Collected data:
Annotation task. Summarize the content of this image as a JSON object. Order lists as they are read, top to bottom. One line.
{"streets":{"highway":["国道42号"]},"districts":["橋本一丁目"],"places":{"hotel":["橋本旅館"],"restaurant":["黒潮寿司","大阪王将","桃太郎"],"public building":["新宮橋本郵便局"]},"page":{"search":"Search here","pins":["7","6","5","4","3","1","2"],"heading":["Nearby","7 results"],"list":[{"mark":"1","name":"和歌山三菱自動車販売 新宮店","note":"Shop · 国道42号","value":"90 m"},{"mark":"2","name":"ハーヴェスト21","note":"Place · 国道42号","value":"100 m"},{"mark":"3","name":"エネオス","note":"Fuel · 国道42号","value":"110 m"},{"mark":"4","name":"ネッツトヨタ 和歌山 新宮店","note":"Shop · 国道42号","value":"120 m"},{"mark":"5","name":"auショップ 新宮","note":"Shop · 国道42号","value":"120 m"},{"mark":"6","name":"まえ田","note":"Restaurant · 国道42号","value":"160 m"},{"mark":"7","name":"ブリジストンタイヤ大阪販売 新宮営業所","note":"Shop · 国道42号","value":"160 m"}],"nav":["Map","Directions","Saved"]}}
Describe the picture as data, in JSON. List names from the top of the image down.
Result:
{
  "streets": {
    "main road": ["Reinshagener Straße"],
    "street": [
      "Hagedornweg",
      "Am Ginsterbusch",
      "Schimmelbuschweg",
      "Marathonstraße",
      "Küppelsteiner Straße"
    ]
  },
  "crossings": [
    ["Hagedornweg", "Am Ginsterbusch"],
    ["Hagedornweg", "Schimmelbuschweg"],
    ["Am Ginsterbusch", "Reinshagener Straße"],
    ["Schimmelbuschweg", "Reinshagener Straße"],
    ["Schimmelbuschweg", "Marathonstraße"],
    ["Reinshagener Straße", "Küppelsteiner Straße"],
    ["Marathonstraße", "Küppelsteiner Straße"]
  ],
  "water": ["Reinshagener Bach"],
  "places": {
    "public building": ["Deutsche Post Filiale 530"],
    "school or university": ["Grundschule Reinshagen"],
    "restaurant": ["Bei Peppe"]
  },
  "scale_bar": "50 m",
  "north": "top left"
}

**About this exercise:** What is wanted is the number of lines holding "Küppelsteiner" in the entries. Nothing else should be given.

**Solution for this exercise:** 3